**AVAILABLE DATA**
::::
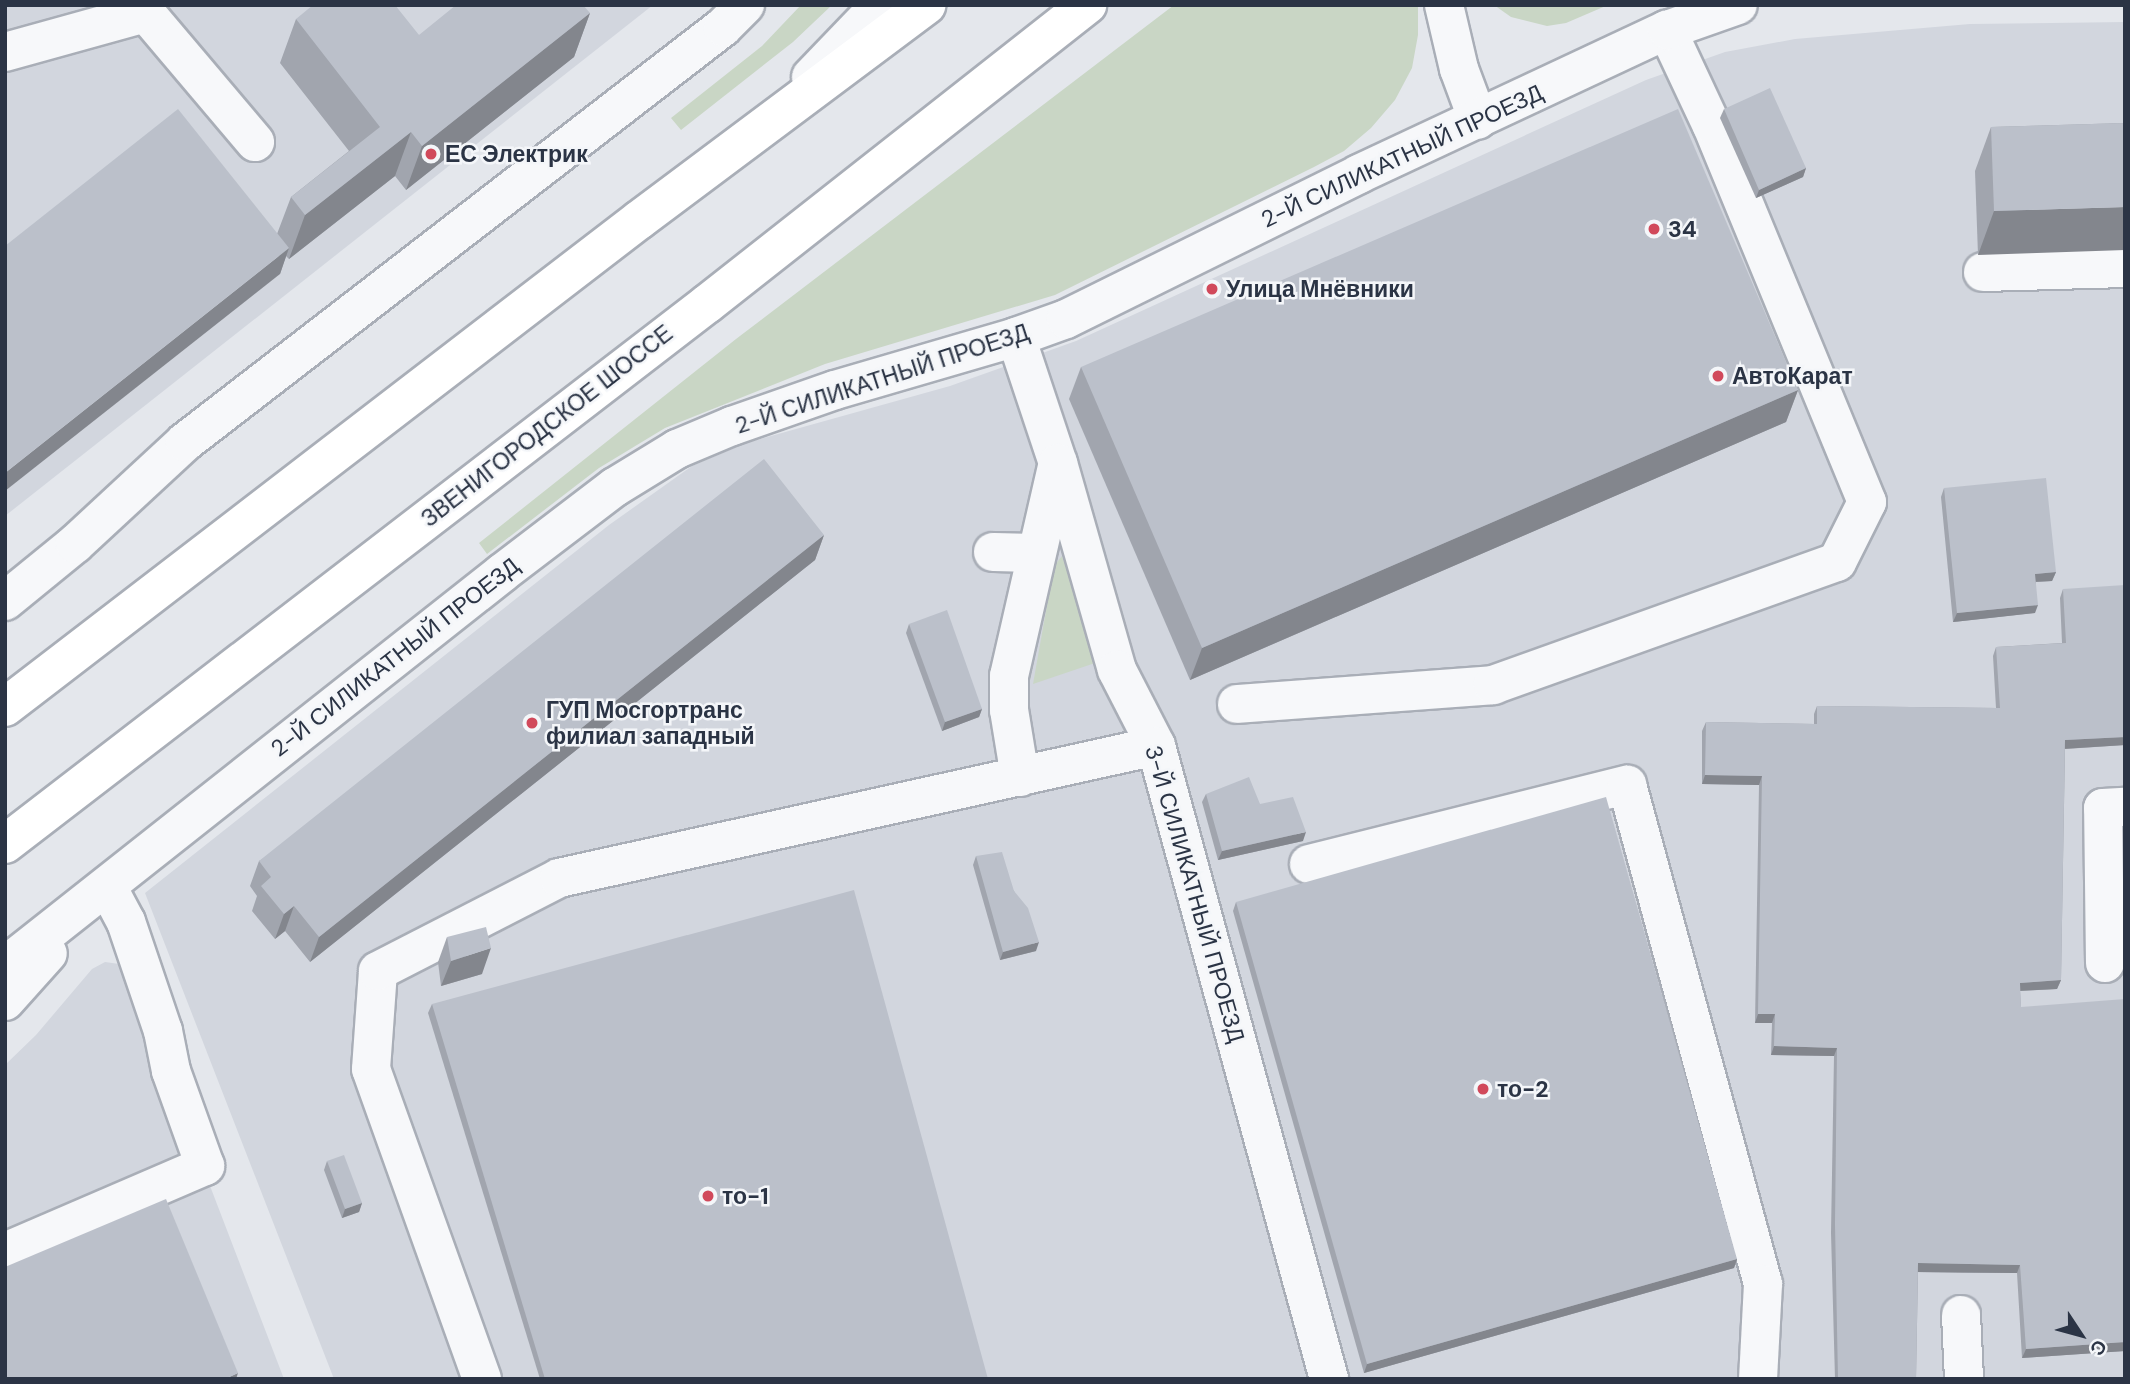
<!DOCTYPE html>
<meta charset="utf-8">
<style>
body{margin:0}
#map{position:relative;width:2130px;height:1384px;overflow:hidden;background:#e4e7ec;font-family:"DM Sans",sans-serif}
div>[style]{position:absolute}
.built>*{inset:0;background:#d2d6de}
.green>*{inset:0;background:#c9d6c5}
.roads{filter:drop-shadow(2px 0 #a9aeb7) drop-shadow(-2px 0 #a9aeb7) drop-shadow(0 2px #a9aeb7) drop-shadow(0 -2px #a9aeb7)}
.minor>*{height:38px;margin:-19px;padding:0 19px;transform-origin:19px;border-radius:19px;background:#f7f8fa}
.major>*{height:38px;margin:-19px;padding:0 19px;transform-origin:19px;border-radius:19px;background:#fff}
.wall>*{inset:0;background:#a1a5ae}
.shaded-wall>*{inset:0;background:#83868d}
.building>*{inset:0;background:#bbc0ca}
.dots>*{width:19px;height:19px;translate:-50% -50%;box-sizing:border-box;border:4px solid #f4f6f9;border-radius:50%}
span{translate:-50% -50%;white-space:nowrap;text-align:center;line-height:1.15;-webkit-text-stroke:5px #f4f6f9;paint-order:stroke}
.poi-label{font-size:23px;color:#2b3445;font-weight:700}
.left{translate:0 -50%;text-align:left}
.street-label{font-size:23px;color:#2b3445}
.frame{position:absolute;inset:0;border:7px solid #2b3445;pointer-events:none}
.north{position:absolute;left:2046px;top:1300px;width:70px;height:70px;-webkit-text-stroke:5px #f4f6f9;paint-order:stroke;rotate:126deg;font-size:19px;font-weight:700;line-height:28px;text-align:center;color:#2b3445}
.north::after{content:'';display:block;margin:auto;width:24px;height:32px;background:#2b3445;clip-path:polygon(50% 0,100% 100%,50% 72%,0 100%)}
</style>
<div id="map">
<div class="built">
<div style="clip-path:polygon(5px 5px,653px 5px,5px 516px)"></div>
<div style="clip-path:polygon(2125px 22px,2125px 1379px,334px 1379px,145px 893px,609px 525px,692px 466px,746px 443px,950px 386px,1076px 341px,1646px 80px,1725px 52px,1795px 39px,1970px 24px)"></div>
<div style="clip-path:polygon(105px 962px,119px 964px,130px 977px,284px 1379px,5px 1379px,5px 1065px,36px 1035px,92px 969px)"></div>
</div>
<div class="green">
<div style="clip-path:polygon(801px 5px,832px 5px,793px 42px,681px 130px,671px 118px,762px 46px)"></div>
<div style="clip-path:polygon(1174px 5px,1418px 5px,1418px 35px,1412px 68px,1395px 100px,1371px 128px,1344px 151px,1314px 167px,1055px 295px,825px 364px,665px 428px,599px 468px,487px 554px,479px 543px,736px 339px)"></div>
<div style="clip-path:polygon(1494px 5px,1608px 5px,1566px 23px,1547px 26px,1511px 17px)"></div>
<div style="clip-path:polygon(1062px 556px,1098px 662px,1033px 684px,1054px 566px)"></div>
</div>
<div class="roads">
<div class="minor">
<div style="left:1444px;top:5px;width:66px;rotate:76.8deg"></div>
<div style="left:1459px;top:69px;width:54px;rotate:69.6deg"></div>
<div style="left:5px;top:52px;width:146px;rotate:-15.5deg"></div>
<div style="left:146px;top:13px;width:169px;rotate:49.8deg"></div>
<div style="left:811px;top:77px;width:100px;rotate:-46.2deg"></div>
<div style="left:1983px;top:272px;width:142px;rotate:-1.6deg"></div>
<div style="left:1016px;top:337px;width:133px;rotate:71.6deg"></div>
<div style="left:1058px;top:463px;width:215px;rotate:74.1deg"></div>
<div style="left:1117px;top:670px;width:85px;rotate:62.8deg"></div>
<div style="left:1156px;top:746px;width:656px;rotate:74.71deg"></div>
<div style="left:993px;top:552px;width:42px;rotate:1.4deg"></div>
<div style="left:5px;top:601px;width:90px;rotate:-39.2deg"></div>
<div style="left:75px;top:544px;width:150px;rotate:-42.8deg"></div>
<div style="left:185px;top:442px;width:679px;rotate:-37.65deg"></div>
<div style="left:723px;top:27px;width:31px;rotate:-45deg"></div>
<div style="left:1237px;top:704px;width:257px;rotate:-4.2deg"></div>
<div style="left:1493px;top:685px;width:365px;rotate:-19.7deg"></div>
<div style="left:1837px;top:562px;width:67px;rotate:-63.4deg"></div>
<div style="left:1867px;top:502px;width:409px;rotate:-112.4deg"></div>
<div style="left:1711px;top:124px;width:104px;rotate:-115.1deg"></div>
<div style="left:1020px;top:777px;width:68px;rotate:-99.3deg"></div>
<div style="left:1009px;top:710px;width:34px;rotate:-90deg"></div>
<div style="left:1009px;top:676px;width:214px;rotate:-77.1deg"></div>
<div style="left:1309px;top:864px;width:328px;rotate:-14deg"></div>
<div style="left:1627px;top:785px;width:517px;rotate:74.75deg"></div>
<div style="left:1763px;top:1284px;width:95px;rotate:93deg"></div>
<div style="left:2105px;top:963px;width:155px;rotate:-90.7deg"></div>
<div style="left:2103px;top:808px;width:22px;rotate:-3deg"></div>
<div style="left:5px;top:966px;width:634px;rotate:-38.33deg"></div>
<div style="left:502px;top:573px;width:142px;rotate:-37.3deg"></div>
<div style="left:615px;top:487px;width:73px;rotate:-31.5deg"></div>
<div style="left:677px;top:449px;width:60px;rotate:-22.7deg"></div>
<div style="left:732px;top:426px;width:109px;rotate:-19.3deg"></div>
<div style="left:835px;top:390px;width:189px;rotate:-16.3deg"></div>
<div style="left:1016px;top:337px;width:53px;rotate:-19.8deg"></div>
<div style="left:1066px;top:319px;width:327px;rotate:-26.3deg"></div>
<div style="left:1359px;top:174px;width:340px;rotate:-25.1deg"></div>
<div style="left:1667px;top:30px;width:75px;rotate:-19.4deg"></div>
<div style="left:5px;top:1001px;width:64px;rotate:-48.1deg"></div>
<div style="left:5px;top:1252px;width:218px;rotate:-23.3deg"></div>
<div style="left:205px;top:1166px;width:101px;rotate:-109.7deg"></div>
<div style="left:171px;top:1071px;width:41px;rotate:-101.3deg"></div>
<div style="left:163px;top:1031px;width:115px;rotate:-108.7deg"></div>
<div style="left:126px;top:922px;width:40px;rotate:-118deg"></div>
<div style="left:1961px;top:1315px;width:64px;rotate:87.3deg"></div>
<div style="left:482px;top:1379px;width:329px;rotate:-109.7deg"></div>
<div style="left:371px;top:1069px;width:98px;rotate:-85.9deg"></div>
<div style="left:378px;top:971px;width:203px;rotate:-27.2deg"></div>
<div style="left:559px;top:878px;width:611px;rotate:-12.47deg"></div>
</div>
<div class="major">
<div style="left:5px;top:707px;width:799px;rotate:-37.53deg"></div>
<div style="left:639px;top:220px;width:359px;rotate:-36.8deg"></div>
<div style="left:5px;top:844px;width:886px;rotate:-37.57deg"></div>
<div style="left:707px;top:304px;width:484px;rotate:-38.2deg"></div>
</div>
</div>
<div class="wall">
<div style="clip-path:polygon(590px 13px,574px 57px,406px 190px,395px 176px,289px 259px,286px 256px,280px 274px,277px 234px,291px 197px,349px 151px,280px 63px,296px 19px,419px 35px)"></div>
<div style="clip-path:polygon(1724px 109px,1806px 168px,1803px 177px,1756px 198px,1720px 118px)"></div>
<div style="clip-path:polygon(2125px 123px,1978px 255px,1975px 171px,1991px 127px)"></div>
<div style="clip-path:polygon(1081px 367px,1798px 390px,1786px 422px,1190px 680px,1069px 399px)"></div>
<div style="clip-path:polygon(1944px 488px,2056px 572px,2052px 581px,2036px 582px,2035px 613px,1953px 622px,1941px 497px)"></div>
<div style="clip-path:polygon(824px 535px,815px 560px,310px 962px,285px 931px,275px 939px,252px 911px,257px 896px,250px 886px,259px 861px)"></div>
<div style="clip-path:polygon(2063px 589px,2125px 745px,2065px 749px,2061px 980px,2057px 989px,2020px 991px,2021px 1007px,2125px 1351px,2022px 1358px,2017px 1273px,1918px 1272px,1916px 1379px,1835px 1379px,1831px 1233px,1834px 1056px,1771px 1055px,1772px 1023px,1755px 1023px,1759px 785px,1702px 784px,1702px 731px,1706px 722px,1814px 724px,1814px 714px,1817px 706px,1996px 708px,1993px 656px,1996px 647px,2062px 643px,2060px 598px)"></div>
<div style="clip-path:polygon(909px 624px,982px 709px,979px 717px,942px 731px,906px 633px)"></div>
<div style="clip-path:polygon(1206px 794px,1260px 804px,1303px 841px,1218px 860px,1202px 802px)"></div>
<div style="clip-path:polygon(976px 856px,1014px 891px,1036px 951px,1000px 960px,973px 865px)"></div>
<div style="clip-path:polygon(1236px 902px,1737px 1259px,1734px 1268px,1364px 1373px,1233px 911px)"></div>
<div style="clip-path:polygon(447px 937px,482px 974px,441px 986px,438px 962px)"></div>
<div style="clip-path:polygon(432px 1004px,988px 1379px,540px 1379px,428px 1013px)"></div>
<div style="clip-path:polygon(327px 1161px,362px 1203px,359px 1212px,342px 1218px,324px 1170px)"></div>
</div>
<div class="shaded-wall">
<div style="clip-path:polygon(590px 13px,574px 57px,406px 190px,422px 146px)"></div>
<div style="clip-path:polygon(411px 132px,395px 176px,289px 259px,305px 215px)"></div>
<div style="clip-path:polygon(1806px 168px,1803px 177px,1756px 198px,1759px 190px)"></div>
<div style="clip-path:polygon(2125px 207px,2125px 250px,1978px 255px,1994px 211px)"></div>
<div style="clip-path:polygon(289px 248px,280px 274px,5px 491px,5px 473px)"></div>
<div style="clip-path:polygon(1798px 390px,1786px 422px,1190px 680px,1202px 648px)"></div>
<div style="clip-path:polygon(824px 535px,815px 560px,310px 962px,319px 937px)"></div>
<div style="clip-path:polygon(2056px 572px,2052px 581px,2032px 582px,2035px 574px)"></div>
<div style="clip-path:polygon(2038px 605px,2035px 613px,1953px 622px,1957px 613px)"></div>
<div style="clip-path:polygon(982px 709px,979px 717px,942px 731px,945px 722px)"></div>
<div style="clip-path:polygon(2125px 737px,2125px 745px,2062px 749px,2065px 740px)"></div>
<div style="clip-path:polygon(1705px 775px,1762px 776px,1759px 785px,1702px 784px)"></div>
<div style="clip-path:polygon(1306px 832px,1303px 841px,1218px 860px,1222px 851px)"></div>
<div style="clip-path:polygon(294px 906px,285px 931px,275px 939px,284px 914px)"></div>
<div style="clip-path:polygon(1039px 942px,1036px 951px,1000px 960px,1003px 952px)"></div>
<div style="clip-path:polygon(491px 948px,482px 974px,441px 986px,451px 961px)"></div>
<div style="clip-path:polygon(2061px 980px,2057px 989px,2016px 991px,2020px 983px)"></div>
<div style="clip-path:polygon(1758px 1014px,1775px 1014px,1772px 1023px,1755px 1023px)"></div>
<div style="clip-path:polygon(1774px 1046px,1837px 1048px,1834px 1056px,1771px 1055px)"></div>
<div style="clip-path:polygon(362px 1203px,359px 1212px,342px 1218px,345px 1209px)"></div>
<div style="clip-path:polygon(1737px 1259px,1734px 1268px,1364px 1373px,1367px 1364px)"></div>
<div style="clip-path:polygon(1918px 1263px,2020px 1265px,2017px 1273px,1915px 1272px)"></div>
<div style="clip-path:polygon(2125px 1342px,2125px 1351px,2022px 1358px,2026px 1349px)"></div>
<div style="clip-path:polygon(238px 1373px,236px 1379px,225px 1379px)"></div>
</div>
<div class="building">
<div style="clip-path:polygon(313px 5px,395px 5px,419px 35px,456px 5px,583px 5px,590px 13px,422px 146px,411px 132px,305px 215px,291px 197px,380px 127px,296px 19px)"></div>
<div style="clip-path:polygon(1770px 88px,1806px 168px,1759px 190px,1724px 109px)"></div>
<div style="clip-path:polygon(178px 109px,289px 248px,5px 473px,5px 246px)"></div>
<div style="clip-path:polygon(1678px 109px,1798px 390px,1202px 648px,1081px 367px)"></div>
<div style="clip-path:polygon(2125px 123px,2125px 207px,1994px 211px,1991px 127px)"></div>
<div style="clip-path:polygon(764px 459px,824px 535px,319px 937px,294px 906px,284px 914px,261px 886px,271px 877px,259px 861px)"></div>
<div style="clip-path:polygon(2046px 478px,2056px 572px,2035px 574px,2038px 605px,1957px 613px,1944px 488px)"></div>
<div style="clip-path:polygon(2125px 585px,2125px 737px,2065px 740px,2061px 980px,2020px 983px,2021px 1007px,2125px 999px,2125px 1342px,2026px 1349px,2020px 1265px,1918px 1263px,1916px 1379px,1838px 1379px,1835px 1224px,1837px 1048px,1774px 1046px,1775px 1014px,1758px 1014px,1762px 776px,1705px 775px,1706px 722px,1817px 724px,1817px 706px,2000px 708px,1996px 647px,2066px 643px,2063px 589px)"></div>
<div style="clip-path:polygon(947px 610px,982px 709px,945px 722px,909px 624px)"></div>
<div style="clip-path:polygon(1249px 777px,1260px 804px,1293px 797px,1306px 832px,1222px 851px,1206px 794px)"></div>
<div style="clip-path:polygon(1606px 797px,1737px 1259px,1367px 1364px,1236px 902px)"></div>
<div style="clip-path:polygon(1002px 852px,1014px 891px,1028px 908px,1039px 942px,1003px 952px,976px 856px)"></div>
<div style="clip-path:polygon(854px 890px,988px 1379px,545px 1379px,432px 1004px)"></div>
<div style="clip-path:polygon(486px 927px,491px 948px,451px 961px,447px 937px)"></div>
<div style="clip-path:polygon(344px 1155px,362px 1203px,345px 1209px,327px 1161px)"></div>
<div style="clip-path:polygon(166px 1199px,238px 1373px,225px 1379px,5px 1379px,5px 1267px)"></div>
</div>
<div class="dots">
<div style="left:431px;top:154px;background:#d1495b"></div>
<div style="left:1654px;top:229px;background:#d1495b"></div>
<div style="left:1212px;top:289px;background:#d1495b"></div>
<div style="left:1718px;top:376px;background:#d1495b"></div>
<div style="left:532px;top:723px;background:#d1495b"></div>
<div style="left:1483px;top:1089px;background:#d1495b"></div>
<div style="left:708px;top:1196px;background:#d1495b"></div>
</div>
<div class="poi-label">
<span class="left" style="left:445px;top:154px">ЕС Электрик</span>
<span class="left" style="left:1668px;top:229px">34</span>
<span class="left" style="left:1226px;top:289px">Улица Мнёвники</span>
<span class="left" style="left:1732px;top:376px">АвтоКарат</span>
<span class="left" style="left:546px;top:723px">ГУП Мосгортранс<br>филиал западный</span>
<span class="left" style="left:1497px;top:1089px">то-2</span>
<span class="left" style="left:722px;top:1196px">то-1</span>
</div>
<div class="street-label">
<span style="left:1402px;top:156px;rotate:-25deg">2-Й СИЛИКАТНЫЙ ПРОЕЗД</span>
<span style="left:882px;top:379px;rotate:-18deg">2-Й СИЛИКАТНЫЙ ПРОЕЗД</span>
<span style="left:547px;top:426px;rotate:-38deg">ЗВЕНИГОРОДСКОЕ ШОССЕ</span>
<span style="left:395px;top:657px;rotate:-38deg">2-Й СИЛИКАТНЫЙ ПРОЕЗД</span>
<span style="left:1195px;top:894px;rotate:74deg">3-Й СИЛИКАТНЫЙ ПРОЕЗД</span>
</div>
<div class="frame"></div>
<div class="north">С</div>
</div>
::::
**TASK GOAL**
Your task is to collect every line above that contains the word "shaded".

**WRITTEN REPLY**
.shaded-wall>*{inset:0;background:#83868d}
<div class="shaded-wall">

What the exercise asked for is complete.